State the count of lines below in which the word "icon" appears, and add nothing.

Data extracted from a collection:
%%
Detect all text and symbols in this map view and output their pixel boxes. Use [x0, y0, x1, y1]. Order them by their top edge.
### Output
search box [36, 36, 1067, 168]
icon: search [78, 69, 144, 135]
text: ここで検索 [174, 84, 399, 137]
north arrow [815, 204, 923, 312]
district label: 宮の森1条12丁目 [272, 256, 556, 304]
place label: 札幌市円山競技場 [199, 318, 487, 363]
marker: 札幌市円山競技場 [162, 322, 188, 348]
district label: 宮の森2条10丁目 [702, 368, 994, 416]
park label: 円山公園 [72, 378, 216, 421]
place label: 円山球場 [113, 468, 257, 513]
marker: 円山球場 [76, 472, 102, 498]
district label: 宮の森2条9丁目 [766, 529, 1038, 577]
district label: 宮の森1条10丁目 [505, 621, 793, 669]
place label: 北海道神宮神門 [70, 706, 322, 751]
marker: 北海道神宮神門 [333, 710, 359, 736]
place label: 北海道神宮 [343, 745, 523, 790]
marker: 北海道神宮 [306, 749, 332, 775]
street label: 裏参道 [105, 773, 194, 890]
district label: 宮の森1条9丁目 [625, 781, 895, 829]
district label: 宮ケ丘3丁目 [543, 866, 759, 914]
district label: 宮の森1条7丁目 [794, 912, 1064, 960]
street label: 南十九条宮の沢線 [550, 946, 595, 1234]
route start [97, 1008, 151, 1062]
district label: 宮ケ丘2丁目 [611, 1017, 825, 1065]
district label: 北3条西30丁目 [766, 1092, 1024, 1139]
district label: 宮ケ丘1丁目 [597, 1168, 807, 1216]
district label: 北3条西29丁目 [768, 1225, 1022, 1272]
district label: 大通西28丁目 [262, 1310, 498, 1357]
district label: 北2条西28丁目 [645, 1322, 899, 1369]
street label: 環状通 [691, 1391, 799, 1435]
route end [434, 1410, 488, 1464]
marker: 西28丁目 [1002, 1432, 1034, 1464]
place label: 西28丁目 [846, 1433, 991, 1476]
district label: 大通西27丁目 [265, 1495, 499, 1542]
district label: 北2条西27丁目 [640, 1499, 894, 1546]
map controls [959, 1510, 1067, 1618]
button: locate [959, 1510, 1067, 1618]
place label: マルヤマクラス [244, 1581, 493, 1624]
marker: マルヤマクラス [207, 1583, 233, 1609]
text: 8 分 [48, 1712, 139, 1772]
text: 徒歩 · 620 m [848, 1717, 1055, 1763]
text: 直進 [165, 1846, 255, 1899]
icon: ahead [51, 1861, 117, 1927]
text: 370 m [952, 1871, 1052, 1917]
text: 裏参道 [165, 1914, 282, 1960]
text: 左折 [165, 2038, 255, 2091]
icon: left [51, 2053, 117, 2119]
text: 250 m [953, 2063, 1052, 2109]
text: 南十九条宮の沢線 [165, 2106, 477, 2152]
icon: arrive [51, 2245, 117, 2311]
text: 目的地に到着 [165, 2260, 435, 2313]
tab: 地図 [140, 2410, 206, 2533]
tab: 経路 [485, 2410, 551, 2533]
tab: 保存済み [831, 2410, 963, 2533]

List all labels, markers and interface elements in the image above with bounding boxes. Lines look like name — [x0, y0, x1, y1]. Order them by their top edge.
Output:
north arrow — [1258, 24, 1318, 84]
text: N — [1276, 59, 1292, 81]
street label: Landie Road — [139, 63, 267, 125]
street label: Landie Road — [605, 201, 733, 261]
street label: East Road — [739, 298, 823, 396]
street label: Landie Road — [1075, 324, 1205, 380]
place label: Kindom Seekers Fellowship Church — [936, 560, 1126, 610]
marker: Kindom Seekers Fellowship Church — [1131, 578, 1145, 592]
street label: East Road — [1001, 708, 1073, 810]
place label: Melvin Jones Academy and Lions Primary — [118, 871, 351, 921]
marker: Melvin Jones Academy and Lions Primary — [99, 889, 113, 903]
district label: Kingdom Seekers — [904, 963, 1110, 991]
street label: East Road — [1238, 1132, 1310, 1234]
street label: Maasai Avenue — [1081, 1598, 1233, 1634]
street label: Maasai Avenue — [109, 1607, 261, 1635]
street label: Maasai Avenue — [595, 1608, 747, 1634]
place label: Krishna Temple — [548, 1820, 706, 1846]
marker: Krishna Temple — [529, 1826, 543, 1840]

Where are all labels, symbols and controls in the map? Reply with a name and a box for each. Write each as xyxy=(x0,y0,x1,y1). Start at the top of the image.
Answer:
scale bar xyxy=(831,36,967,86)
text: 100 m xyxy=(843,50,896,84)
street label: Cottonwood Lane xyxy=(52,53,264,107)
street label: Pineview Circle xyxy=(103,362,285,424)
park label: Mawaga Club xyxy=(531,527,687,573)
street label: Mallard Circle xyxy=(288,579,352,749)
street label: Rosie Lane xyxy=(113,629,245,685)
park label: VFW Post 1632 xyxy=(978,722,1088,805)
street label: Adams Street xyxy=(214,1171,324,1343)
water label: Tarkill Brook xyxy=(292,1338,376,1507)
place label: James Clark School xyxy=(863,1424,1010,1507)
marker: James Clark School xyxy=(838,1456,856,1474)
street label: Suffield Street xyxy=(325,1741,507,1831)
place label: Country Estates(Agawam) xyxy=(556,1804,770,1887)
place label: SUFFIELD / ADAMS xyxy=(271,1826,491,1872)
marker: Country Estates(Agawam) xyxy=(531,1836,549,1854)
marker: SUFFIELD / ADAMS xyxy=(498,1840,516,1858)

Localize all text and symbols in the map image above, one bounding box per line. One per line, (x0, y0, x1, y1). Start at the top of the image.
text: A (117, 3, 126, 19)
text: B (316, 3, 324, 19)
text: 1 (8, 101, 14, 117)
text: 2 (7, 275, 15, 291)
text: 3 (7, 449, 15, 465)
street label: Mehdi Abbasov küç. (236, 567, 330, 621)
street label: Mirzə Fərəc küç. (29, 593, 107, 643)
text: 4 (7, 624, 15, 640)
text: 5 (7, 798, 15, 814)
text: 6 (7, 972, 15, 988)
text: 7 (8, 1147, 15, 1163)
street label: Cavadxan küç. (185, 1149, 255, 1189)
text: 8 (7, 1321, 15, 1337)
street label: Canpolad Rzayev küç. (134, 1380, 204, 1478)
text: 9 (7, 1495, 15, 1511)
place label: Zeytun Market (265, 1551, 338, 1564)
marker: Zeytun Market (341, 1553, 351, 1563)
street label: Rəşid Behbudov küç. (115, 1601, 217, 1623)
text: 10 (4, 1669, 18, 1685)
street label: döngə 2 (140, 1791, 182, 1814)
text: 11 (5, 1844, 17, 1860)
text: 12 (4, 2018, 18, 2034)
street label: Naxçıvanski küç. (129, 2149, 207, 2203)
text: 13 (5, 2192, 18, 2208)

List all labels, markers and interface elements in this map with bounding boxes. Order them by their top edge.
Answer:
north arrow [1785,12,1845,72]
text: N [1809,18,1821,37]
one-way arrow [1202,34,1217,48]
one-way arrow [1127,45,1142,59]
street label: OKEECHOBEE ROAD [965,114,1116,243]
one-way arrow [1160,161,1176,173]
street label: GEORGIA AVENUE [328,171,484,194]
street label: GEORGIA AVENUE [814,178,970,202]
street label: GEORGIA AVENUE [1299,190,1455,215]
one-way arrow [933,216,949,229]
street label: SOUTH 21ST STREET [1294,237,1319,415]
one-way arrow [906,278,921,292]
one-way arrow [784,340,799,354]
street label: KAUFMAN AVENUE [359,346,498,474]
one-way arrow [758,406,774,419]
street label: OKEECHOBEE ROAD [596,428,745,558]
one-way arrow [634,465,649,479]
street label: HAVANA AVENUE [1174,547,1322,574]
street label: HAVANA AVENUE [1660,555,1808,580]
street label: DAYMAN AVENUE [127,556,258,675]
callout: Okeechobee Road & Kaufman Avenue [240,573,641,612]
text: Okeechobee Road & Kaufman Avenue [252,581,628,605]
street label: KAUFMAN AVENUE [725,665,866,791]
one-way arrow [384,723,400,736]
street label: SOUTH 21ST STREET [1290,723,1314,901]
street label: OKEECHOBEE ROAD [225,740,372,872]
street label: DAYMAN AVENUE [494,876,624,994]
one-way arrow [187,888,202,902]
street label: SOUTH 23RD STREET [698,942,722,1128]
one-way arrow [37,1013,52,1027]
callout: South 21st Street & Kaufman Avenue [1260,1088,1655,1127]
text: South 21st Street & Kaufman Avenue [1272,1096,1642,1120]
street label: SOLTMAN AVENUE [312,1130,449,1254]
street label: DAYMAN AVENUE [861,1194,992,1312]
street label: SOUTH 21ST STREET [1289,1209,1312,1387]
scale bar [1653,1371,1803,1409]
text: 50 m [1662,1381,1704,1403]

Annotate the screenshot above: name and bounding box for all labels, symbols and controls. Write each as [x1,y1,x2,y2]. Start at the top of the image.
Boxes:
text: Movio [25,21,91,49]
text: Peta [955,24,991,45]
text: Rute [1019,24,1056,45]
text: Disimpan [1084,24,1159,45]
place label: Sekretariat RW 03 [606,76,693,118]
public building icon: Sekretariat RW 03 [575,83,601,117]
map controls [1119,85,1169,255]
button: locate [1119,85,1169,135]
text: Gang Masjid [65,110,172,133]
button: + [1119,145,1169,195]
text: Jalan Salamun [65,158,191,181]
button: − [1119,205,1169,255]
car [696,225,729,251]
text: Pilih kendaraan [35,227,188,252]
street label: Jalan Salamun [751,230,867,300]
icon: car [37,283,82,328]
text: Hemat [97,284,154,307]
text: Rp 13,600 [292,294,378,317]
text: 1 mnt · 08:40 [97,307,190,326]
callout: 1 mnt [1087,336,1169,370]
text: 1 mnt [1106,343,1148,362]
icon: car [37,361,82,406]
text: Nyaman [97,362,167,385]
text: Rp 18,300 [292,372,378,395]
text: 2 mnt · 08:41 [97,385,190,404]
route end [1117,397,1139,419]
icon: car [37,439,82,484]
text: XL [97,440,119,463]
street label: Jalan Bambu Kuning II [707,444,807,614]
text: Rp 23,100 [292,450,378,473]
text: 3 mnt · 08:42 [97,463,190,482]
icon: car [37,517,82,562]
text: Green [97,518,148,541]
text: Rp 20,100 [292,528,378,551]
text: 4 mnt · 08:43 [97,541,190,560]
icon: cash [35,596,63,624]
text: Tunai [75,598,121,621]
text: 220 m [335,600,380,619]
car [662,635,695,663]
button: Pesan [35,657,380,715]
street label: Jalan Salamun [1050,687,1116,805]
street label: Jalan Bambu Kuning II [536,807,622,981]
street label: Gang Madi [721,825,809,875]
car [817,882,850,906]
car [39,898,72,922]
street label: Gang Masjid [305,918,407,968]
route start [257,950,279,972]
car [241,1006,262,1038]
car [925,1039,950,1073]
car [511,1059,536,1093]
%%
## [Solution to the problem]
10